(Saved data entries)
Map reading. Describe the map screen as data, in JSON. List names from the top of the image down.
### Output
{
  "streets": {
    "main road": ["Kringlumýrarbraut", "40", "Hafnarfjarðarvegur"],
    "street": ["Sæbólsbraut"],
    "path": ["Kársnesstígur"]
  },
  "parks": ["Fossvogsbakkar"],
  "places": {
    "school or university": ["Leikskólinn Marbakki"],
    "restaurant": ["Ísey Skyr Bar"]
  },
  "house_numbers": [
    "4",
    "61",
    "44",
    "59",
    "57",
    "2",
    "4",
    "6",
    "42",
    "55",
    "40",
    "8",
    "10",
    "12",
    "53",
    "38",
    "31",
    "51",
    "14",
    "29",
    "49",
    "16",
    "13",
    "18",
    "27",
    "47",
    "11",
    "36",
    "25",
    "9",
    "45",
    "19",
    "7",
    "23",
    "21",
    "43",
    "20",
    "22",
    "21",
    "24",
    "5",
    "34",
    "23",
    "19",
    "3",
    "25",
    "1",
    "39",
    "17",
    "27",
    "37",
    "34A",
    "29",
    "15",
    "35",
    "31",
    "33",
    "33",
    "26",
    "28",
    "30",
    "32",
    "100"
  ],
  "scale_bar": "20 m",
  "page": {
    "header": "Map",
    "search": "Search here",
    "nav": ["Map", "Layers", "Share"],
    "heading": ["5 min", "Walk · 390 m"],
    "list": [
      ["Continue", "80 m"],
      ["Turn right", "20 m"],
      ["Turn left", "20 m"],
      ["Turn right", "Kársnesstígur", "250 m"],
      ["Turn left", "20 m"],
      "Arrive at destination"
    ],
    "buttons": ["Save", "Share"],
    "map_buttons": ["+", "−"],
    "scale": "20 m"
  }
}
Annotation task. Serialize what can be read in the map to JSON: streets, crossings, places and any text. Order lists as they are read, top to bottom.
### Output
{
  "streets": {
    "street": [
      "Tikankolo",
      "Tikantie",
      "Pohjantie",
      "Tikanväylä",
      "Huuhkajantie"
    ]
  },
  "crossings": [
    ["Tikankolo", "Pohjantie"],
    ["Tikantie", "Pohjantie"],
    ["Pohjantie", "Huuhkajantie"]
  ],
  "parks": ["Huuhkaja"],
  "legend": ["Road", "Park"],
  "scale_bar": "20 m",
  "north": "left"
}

**WHAT THE EXERCISE ASKS:** The records above need to be transcribed in full. Keep every character unchanged.

**ANSWER TO THE EXERCISE:**
Map reading. Describe the map screen as data, in JSON. List names from the top of the image down.
### Output
{
  "streets": {
    "main road": ["Kringlumýrarbraut", "40", "Hafnarfjarðarvegur"],
    "street": ["Sæbólsbraut"],
    "path": ["Kársnesstígur"]
  },
  "parks": ["Fossvogsbakkar"],
  "places": {
    "school or university": ["Leikskólinn Marbakki"],
    "restaurant": ["Ísey Skyr Bar"]
  },
  "house_numbers": [
    "4",
    "61",
    "44",
    "59",
    "57",
    "2",
    "4",
    "6",
    "42",
    "55",
    "40",
    "8",
    "10",
    "12",
    "53",
    "38",
    "31",
    "51",
    "14",
    "29",
    "49",
    "16",
    "13",
    "18",
    "27",
    "47",
    "11",
    "36",
    "25",
    "9",
    "45",
    "19",
    "7",
    "23",
    "21",
    "43",
    "20",
    "22",
    "21",
    "24",
    "5",
    "34",
    "23",
    "19",
    "3",
    "25",
    "1",
    "39",
    "17",
    "27",
    "37",
    "34A",
    "29",
    "15",
    "35",
    "31",
    "33",
    "33",
    "26",
    "28",
    "30",
    "32",
    "100"
  ],
  "scale_bar": "20 m",
  "page": {
    "header": "Map",
    "search": "Search here",
    "nav": ["Map", "Layers", "Share"],
    "heading": ["5 min", "Walk · 390 m"],
    "list": [
      ["Continue", "80 m"],
      ["Turn right", "20 m"],
      ["Turn left", "20 m"],
      ["Turn right", "Kársnesstígur", "250 m"],
      ["Turn left", "20 m"],
      "Arrive at destination"
    ],
    "buttons": ["Save", "Share"],
    "map_buttons": ["+", "−"],
    "scale": "20 m"
  }
}
Annotation task. Serialize what can be read in the map to JSON: streets, crossings, places and any text. Order lists as they are read, top to bottom.
### Output
{
  "streets": {
    "street": [
      "Tikankolo",
      "Tikantie",
      "Pohjantie",
      "Tikanväylä",
      "Huuhkajantie"
    ]
  },
  "crossings": [
    ["Tikankolo", "Pohjantie"],
    ["Tikantie", "Pohjantie"],
    ["Pohjantie", "Huuhkajantie"]
  ],
  "parks": ["Huuhkaja"],
  "legend": ["Road", "Park"],
  "scale_bar": "20 m",
  "north": "left"
}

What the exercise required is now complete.